Goal of the exercise → Pull every line with "items" from the data.

Collected data:
- Opening Delimiter -

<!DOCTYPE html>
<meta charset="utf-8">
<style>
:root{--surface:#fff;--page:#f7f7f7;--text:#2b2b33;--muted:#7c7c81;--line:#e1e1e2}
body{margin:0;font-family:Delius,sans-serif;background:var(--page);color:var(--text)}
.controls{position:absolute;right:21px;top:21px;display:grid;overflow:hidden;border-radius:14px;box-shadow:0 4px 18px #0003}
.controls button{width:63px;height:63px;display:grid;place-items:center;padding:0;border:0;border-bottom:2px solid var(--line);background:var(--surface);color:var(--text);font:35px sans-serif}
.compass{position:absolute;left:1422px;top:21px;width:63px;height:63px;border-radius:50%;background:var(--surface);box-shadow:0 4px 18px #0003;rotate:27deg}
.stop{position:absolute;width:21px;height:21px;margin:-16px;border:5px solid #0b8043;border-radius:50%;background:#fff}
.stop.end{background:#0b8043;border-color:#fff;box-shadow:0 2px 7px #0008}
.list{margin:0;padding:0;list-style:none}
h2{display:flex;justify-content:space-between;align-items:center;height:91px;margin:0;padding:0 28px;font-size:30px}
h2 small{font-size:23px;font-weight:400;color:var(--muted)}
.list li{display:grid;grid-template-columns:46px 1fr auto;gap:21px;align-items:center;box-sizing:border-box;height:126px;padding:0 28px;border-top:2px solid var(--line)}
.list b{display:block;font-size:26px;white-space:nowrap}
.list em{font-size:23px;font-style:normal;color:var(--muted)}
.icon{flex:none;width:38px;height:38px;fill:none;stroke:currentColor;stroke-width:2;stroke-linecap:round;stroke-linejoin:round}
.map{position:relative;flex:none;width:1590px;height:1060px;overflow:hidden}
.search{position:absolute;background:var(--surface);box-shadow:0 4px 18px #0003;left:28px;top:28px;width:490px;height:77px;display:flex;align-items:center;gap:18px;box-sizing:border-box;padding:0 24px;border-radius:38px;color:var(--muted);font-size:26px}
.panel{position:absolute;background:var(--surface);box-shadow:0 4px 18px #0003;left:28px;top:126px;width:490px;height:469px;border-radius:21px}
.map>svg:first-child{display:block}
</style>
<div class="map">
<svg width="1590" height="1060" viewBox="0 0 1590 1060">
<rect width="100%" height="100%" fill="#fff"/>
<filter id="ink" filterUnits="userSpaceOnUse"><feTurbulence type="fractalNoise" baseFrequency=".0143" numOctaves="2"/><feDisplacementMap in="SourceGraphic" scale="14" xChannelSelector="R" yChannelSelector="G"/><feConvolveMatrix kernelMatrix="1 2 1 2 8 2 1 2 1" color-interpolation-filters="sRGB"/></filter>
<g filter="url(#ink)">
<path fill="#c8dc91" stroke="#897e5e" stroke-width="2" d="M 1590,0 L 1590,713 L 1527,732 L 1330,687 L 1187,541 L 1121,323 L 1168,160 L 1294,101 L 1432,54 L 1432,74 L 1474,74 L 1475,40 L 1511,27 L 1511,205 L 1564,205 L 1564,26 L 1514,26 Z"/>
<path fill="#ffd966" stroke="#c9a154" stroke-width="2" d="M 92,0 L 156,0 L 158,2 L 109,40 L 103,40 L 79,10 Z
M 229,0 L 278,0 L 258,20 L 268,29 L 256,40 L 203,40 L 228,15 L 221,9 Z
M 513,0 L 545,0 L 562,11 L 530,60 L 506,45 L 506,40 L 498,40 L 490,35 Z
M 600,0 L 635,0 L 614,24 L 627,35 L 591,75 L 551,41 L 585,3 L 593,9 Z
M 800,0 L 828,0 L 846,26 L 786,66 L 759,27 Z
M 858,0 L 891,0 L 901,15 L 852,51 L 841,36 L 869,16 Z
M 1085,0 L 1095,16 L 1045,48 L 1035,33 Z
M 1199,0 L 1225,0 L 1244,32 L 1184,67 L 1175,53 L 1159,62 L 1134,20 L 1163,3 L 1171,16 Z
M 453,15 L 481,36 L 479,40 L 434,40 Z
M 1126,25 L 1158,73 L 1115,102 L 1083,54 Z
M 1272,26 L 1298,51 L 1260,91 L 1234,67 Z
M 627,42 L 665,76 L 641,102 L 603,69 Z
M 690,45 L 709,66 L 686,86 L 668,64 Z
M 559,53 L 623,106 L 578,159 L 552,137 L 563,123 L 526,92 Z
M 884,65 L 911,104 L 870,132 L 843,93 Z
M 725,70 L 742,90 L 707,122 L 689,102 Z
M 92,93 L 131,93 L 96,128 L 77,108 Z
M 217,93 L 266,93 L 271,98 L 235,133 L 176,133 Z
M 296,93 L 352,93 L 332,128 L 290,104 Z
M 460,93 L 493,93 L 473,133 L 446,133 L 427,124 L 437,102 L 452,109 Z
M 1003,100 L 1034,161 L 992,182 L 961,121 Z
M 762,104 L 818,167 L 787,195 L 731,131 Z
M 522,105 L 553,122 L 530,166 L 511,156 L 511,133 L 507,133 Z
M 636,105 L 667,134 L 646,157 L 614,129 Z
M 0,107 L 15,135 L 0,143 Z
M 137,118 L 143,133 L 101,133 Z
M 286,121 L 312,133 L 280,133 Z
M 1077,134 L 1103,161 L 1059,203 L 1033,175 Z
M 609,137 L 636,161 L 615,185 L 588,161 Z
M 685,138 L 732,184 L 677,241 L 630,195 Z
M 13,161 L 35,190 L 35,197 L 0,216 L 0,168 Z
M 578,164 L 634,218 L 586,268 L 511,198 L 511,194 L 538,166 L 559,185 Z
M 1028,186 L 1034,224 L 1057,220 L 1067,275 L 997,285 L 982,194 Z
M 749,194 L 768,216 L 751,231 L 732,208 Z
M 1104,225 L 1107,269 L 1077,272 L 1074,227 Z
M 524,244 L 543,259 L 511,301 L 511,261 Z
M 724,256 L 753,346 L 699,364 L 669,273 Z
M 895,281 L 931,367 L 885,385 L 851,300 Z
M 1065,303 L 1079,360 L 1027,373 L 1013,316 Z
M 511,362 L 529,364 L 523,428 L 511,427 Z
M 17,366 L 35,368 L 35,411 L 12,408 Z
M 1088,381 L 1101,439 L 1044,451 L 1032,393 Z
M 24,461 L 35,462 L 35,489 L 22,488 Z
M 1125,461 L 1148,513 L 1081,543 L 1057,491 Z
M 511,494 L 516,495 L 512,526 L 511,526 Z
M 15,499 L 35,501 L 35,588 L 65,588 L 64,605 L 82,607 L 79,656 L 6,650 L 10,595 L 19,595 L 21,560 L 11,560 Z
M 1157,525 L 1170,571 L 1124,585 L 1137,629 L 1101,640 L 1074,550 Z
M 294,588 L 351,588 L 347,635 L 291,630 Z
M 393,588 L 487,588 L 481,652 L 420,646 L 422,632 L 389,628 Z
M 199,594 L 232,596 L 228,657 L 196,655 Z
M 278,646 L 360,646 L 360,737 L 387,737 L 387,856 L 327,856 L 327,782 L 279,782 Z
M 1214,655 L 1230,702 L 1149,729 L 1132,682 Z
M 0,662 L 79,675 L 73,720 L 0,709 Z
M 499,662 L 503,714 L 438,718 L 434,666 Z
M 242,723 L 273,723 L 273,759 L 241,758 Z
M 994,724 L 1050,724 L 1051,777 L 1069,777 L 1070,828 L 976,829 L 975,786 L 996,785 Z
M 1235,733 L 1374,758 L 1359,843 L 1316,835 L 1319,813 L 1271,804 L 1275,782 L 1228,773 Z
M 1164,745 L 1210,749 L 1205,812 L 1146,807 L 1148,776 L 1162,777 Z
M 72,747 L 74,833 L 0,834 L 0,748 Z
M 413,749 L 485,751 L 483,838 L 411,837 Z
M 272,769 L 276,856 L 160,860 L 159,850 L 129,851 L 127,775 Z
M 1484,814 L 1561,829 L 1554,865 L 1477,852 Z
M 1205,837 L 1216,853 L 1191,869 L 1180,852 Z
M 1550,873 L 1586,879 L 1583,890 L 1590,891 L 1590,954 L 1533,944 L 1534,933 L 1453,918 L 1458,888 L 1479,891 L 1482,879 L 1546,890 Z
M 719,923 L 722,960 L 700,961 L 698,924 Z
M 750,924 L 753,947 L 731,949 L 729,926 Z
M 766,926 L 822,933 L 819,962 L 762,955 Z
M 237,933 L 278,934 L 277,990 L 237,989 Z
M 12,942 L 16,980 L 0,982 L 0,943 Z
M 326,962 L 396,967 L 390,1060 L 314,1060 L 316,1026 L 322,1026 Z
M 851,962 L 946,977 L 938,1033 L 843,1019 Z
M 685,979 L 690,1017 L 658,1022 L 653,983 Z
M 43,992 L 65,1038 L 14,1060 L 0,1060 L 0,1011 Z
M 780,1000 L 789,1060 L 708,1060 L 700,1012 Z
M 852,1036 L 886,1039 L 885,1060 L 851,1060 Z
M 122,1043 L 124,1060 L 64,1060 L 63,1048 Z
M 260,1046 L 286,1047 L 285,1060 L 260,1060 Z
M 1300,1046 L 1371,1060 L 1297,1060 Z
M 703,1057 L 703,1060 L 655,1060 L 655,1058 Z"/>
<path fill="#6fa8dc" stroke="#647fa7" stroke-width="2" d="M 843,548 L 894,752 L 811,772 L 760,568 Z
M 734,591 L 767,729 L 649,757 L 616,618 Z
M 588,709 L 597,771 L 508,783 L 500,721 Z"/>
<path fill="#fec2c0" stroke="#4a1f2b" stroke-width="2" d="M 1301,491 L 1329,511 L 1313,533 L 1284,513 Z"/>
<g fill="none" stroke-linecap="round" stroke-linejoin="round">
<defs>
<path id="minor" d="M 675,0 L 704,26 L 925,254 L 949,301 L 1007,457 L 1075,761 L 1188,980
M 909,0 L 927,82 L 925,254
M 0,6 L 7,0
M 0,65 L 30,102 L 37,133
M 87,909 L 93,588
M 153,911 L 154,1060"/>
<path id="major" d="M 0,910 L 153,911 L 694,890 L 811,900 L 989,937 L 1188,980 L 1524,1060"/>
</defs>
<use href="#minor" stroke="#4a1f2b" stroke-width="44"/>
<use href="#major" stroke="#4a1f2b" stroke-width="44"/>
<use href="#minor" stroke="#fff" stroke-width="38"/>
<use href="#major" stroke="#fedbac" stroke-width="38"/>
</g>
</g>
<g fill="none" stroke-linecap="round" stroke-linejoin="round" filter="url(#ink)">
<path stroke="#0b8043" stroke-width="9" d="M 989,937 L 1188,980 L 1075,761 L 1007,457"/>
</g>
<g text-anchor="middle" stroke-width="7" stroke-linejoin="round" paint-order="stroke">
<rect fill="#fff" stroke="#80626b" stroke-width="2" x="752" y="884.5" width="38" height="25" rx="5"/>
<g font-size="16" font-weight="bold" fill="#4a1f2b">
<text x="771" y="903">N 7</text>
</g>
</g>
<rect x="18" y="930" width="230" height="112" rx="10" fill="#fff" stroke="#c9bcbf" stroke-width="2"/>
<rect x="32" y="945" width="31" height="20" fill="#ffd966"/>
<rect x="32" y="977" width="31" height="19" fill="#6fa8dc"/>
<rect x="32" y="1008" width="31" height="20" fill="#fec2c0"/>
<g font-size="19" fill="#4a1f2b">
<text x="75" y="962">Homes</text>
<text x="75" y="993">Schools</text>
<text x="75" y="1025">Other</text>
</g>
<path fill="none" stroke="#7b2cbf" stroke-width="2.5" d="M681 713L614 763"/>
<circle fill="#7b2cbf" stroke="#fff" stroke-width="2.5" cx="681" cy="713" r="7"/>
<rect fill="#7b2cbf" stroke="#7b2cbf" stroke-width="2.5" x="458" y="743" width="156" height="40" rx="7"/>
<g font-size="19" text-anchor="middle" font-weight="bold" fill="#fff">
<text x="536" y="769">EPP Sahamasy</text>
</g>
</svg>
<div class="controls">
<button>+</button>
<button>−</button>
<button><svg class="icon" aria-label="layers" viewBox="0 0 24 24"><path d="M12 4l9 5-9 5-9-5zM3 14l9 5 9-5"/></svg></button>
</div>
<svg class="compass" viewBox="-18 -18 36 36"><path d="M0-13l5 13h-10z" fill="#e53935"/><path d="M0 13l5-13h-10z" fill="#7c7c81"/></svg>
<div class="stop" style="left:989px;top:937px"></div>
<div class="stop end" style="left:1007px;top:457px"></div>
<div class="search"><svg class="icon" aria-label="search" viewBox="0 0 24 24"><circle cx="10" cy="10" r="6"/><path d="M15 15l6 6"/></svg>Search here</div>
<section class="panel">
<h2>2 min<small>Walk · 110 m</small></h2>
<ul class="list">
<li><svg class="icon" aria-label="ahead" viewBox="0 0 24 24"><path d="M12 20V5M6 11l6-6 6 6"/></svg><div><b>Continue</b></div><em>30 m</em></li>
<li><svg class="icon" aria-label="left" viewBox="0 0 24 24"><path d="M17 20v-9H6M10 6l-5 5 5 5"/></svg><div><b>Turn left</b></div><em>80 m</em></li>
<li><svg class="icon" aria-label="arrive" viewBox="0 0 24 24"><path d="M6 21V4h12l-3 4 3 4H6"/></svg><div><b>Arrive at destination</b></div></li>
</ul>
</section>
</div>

- Closing Delimiter -

Exercise result →
.controls button{width:63px;height:63px;display:grid;place-items:center;padding:0;border:0;border-bottom:2px solid var(--line);background:var(--surface);color:var(--text);font:35px sans-serif}
h2{display:flex;justify-content:space-between;align-items:center;height:91px;margin:0;padding:0 28px;font-size:30px}
.list li{display:grid;grid-template-columns:46px 1fr auto;gap:21px;align-items:center;box-sizing:border-box;height:126px;padding:0 28px;border-top:2px solid var(--line)}
.search{position:absolute;background:var(--surface);box-shadow:0 4px 18px #0003;left:28px;top:28px;width:490px;height:77px;display:flex;align-items:center;gap:18px;box-sizing:border-box;padding:0 24px;border-radius:38px;color:var(--muted);font-size:26px}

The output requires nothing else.